Software: Symbolic Perseus
Author: Pascal Poupart (Copyright 2007)
Release Log
-----------
2008-03-24 Release
* Two large scale handwashing problems and a series of system
administration networks are now included in the distribution (see
problems/README for more details). These problems are the large
factored POMDPs that are featured in the following papers:
Assisting Persons with Dementia during Handwashing Using a Partially Observable Markov Decision Process
Jesse Hoey, Axel von Bertoldi, Pascal Poupart, and Alex Mihailidis
In Proceedings of the International Conference on Vision Systems (ICVS), Biefeld, Germany, 2007.
A Decision-Theoretic Approach to Task Assistance for Persons with Dementia
Jennifer Boger, Pascal Poupart, Jesse Hoey, Craig Boutilier, Geoff Fernie, and Alex Mihailidis
In Proceedings of the International Joint Conference on Artificial Intelligence (IJCAI), pages 1293-1299, Edinburgh, Scotland, 2005
Exploiting Structure to Efficiently Solve Large Scale Partially Observable Markov Decision Processes
Pascal Poupart
Ph.D. thesis, Department of Computer Science, University of Toronto, Toronto, 2005
VDCBPI: an Approximate Scalable Algorithm for Large Scale POMDPs
Pascal Poupart and Craig Boutilier
In Advances in Neural Information Processing Systems 17 (NIPS), pages 1081-1088, Vancouver, BC, 2004
* A description of the formal grammar used to encode factored POMDP problems is included in problems/SYNTAX
* A new function convertPOMDP2CassandraFormat can be used to convert
factored POMDPs to Cassandra's flat POMDP format. Note however that
the conversion can only be done for small problems since Cassandra's
format requires the enumeration of all states.
2008-03-17 Release
* Tracing/executing policies: 3 new functions (tracePOMDPpolicyGraph,
tracePOMDPpolicyStationary and tracePOMDPpolicyNonStationary) have
been added to ease the process of executing/tracing policies.
Previously, the execution of a policy was done by looping through some
instructions that required the manual encoding of an unfriendly
obsConfig matrix. The new functions automate this process and provide
a user friendly interface to input the observations.
2008-02-27 Release
* solvePOMDP.m: all parameters of the code can now be set by passing
appropriate arguments to the solvePOMDP function. Type "help
solvePOMDP" for a summary of the parameters and their default values.
* Belief points can now be sampled with several initial policies:
- MDP: MDP policy is simulated by choosing actions based on the true
underlying state
- QMDP: QMDP policy with look ahead search
- random: actions are chosen at random (uniformly)
It is also possible to mix the above policies with random actions by
specifying a non-zero exploration probability. The default policy is QMDP
with a look ahead depth of 1 and exploration probability of 0.
* It is possible to specify a number of "rounds" such that the set of
belief points is re-sampled after each round. The policy at the end of
the previous round is executed (with some exploration probability) to
re-sample the belief points. By default, only one round is performed.
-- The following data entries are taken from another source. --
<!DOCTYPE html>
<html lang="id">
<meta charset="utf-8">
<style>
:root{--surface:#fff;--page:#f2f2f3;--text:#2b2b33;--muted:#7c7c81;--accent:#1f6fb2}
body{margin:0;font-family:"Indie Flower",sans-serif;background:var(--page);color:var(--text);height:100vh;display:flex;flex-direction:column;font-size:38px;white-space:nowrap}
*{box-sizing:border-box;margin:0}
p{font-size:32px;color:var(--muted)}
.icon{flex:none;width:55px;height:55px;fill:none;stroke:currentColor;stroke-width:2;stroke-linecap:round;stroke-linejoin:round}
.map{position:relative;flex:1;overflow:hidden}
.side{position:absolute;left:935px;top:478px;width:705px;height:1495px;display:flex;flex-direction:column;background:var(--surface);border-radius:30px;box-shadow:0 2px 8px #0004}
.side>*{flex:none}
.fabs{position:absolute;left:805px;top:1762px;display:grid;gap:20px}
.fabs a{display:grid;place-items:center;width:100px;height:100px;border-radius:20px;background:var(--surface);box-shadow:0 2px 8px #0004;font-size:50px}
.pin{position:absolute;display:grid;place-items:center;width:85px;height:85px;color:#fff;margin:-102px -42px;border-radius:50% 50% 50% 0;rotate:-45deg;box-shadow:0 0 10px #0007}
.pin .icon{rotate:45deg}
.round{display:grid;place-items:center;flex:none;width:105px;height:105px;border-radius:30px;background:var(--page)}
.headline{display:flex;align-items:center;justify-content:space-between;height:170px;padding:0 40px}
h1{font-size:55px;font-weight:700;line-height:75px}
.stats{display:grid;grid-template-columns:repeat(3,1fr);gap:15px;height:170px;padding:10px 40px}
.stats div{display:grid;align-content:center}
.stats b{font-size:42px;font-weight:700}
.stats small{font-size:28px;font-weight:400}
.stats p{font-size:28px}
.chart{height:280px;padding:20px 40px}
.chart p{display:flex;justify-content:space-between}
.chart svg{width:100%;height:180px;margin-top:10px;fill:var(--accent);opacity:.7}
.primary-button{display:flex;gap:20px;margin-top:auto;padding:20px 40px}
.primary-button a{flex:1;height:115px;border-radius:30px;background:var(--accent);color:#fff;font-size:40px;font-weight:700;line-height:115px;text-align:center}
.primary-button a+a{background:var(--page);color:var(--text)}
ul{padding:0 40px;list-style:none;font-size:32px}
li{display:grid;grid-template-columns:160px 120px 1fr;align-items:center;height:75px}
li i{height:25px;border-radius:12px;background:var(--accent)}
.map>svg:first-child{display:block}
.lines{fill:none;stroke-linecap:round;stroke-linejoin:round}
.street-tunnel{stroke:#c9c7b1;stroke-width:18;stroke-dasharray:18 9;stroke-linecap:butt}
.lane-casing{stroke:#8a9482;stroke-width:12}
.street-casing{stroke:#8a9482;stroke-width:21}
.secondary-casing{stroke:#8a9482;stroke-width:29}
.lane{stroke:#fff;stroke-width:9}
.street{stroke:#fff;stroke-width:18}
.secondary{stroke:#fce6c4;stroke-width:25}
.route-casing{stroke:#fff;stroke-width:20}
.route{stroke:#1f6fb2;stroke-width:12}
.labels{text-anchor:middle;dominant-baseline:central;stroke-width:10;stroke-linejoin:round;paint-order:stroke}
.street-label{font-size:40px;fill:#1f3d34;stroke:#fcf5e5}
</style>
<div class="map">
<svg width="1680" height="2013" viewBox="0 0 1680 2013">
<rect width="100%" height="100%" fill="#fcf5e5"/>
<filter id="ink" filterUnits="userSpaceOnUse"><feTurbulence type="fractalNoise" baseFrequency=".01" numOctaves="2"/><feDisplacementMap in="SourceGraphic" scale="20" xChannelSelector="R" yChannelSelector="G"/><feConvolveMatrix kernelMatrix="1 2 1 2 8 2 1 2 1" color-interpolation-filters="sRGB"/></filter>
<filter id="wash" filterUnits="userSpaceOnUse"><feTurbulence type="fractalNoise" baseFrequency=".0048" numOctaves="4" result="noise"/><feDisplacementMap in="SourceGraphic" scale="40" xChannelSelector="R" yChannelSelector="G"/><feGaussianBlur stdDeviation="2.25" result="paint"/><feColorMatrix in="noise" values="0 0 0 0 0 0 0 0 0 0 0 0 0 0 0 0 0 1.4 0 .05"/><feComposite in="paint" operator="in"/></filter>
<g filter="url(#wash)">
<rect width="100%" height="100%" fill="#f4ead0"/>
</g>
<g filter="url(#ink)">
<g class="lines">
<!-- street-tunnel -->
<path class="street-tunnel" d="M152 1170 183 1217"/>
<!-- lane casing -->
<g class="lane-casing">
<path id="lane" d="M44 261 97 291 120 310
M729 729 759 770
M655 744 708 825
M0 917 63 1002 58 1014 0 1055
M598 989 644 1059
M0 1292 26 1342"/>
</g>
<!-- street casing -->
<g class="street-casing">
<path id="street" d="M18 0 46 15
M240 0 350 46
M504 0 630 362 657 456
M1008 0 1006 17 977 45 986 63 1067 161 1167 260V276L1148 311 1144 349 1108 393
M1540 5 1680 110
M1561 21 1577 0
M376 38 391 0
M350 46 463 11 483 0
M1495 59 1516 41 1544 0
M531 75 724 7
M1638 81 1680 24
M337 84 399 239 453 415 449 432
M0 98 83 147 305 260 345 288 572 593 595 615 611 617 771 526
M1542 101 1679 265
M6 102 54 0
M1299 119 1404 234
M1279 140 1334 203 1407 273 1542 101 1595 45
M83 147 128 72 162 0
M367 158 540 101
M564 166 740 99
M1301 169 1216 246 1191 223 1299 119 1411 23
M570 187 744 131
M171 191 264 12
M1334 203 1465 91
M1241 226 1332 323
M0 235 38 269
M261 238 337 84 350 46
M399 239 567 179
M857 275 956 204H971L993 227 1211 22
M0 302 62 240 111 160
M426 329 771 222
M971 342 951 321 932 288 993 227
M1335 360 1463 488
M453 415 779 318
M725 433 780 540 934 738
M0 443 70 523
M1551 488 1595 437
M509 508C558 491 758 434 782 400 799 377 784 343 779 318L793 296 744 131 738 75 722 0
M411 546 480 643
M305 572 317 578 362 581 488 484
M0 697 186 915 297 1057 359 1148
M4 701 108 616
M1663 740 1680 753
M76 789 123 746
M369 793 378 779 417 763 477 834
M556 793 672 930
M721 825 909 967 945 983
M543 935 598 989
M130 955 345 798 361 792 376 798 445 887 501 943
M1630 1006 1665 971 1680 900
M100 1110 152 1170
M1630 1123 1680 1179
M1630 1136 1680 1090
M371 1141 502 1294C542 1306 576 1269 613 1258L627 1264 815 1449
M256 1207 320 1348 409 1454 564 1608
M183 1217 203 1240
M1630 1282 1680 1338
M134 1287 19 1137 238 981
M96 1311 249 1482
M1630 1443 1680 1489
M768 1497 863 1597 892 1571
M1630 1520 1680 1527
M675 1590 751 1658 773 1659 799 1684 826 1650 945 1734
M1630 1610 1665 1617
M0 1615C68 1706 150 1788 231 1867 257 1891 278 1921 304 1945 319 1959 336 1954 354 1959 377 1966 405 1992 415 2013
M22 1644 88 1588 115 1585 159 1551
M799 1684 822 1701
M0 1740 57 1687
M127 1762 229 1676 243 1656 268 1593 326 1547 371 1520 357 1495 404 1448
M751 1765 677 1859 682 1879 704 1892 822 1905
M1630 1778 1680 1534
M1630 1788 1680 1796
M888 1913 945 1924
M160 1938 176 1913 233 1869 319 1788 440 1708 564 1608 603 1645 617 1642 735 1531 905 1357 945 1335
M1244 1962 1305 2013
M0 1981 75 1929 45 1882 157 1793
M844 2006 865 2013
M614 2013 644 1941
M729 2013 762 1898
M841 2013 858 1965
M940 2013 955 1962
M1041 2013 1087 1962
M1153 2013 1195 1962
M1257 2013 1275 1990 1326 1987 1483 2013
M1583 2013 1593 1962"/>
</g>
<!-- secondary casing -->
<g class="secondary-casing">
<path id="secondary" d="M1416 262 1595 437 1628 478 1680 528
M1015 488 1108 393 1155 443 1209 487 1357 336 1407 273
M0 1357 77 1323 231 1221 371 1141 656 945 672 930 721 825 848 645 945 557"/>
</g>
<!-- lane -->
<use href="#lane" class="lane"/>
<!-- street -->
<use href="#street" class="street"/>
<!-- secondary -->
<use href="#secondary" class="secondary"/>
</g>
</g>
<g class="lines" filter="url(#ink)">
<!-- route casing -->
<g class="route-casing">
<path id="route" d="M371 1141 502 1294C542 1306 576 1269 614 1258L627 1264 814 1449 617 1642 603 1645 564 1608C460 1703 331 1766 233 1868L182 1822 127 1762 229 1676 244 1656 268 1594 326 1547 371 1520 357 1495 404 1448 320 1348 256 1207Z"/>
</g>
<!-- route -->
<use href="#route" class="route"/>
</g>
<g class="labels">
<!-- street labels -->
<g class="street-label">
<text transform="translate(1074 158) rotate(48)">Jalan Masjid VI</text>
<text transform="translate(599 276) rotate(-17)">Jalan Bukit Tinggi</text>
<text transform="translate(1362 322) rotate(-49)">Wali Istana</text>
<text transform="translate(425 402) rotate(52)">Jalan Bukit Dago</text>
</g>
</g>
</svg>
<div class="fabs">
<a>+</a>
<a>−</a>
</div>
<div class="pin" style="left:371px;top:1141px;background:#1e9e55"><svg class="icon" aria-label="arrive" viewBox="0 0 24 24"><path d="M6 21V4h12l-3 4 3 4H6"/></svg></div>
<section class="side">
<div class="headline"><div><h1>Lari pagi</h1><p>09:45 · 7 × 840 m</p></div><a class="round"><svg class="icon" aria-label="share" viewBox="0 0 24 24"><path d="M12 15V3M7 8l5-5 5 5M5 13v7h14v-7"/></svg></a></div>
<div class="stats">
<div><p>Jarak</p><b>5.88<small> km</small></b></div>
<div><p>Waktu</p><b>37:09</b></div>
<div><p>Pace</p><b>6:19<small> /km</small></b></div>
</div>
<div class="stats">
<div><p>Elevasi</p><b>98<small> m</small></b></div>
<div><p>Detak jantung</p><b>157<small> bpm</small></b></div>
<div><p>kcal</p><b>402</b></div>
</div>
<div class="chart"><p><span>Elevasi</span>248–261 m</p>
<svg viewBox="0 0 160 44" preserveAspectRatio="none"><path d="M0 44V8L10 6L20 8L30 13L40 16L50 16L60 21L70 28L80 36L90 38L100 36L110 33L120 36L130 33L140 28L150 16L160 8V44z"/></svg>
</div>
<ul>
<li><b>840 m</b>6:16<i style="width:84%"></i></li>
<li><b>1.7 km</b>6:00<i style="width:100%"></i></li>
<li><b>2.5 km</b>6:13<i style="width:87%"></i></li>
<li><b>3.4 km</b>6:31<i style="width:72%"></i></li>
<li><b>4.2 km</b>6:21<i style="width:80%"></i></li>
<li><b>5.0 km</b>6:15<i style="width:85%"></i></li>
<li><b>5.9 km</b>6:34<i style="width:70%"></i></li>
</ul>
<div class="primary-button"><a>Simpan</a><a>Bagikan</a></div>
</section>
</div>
* The value function is now initialized (by default) to the alpha
vectors corresponding to pure strategies (i.e., policies that always
execute the same action).
* 3 policies can be evaluated:
- evalPOMDPpolicyGraph: selects actions based on the policy graph that is
computed by symbolic perseus. The value of the initial belief state
reported by symbolic perseus is an estimate of the policy graph. The
policy graph is the fastest to execute since there is no need for
finding the best alpha vector at each belief.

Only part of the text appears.